Next in the Leading Questions Project is bassist, Clipper Anderson. Clipper is an incredible musician and really personable guy. Clipper laughs often and places a high value on friends and family.
This shot came about in mid-July of this year. Clipper and I were scheduled to play at the Port Townsend Jazz Festival with pianist, Randy Halberstadt. I thought this would be a great opportunity to use this interesting location to get a portrait of Clipper.
Within our busy schedule we had about a two hour window on Friday afternoon, July 25th, to get the shot. The problem was that I hadn't come up with a strong concept. It is my desire that the images for this project have a lot of character.
We were staying at Fort Worden, an interesting old military base that was used for the filming of the movie, An Officer And A Gentleman. There are a number of cool buildings, open fields and so on to work with. I walked through some of the buildings hoping to find the right room, but nothing was striking me. 10 years ago, these buildings had beautiful wooden floors, high ceilings, rows of old windows, in a word, character. As I looked through the rooms, I was disappointed to see that a bit of modernization had taken place, substituting the old and interesting with new and generic. Industrial strength carpet lined the floors, and the walls looked like they'd been painted with surplus colors from a Starbucks. Not the vibe I wanted.
I could see Clipper in a couple of poses, the one above, humorously playing his gigantic bass like a guitar, a stronger stance with the bass away from his body, I just needed to find the right location.

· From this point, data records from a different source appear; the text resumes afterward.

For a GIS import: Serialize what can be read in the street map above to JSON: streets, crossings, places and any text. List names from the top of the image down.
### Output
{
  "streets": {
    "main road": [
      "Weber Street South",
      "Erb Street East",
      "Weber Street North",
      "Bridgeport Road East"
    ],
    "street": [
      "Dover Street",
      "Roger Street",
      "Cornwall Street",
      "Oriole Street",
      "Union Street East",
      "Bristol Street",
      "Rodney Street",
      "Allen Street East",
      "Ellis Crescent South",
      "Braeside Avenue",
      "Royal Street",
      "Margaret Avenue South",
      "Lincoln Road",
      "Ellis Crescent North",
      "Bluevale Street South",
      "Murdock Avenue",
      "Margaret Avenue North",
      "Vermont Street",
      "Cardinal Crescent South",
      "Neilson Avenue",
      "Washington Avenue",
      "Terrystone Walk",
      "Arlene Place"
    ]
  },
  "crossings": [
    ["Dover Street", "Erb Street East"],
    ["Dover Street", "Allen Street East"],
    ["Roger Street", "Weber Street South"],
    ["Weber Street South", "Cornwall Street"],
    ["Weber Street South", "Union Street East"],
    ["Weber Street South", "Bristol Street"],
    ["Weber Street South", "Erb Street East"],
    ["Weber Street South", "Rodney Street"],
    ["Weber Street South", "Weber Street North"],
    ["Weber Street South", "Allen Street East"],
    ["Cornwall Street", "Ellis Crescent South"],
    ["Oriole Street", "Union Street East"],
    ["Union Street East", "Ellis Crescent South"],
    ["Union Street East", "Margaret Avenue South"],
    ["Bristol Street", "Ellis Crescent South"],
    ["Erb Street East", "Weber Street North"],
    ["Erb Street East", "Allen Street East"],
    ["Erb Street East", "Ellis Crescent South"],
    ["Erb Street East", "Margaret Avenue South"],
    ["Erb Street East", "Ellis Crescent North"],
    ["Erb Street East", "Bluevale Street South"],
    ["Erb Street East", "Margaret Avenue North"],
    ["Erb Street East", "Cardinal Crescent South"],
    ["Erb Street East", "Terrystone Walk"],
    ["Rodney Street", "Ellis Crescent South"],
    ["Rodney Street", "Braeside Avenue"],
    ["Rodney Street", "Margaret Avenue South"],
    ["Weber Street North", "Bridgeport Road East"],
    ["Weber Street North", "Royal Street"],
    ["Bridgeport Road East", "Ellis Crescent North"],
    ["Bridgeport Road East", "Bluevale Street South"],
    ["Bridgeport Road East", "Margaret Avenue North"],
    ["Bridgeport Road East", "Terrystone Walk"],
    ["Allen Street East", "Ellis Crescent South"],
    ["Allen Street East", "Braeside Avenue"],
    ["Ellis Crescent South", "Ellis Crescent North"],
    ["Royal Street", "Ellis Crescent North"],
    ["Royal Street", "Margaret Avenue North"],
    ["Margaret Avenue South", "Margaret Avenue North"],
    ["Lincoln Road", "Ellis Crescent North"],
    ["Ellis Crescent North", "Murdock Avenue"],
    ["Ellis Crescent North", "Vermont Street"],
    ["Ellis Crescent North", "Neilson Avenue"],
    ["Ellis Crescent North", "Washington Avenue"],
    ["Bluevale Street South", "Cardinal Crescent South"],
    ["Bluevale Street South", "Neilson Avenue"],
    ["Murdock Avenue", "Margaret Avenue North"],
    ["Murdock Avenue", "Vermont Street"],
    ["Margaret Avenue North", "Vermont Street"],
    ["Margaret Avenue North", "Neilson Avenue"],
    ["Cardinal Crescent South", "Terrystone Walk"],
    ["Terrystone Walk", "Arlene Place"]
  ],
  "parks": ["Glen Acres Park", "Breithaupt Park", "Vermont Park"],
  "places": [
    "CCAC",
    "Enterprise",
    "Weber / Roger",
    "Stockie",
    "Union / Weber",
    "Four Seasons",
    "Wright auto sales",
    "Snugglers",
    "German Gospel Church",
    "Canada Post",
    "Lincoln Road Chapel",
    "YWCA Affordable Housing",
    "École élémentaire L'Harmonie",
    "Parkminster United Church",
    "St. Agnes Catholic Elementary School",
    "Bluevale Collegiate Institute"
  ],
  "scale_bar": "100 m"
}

With about an hour before I was scheduled to meet Clipper, a concept came to me. I had heard that there is a Goodwill store on the outskirts of town, so I hopped into my car and quickly raced out to find my prop, an old hat. 99 cents and I was in business. I raced back to the fort, called Clipper and asked him to put on a suit and meet me with his bass at the end of the Fort Worden Pier . I raced down to the pier and started making multiple trips out to the end, carrying a C-Stand, a tripod, a Vagabond II, digital cameras, my Mamiya RZ67, an octabox, a drum stool and worst of all, 3 20-pound sandbags. (you know that feeling when you are already wiped out and you haven't even started shooting?) Normally I would have carried my gear on a cart, but the bumpy planks of the pier weren't going to accommodate such easy access.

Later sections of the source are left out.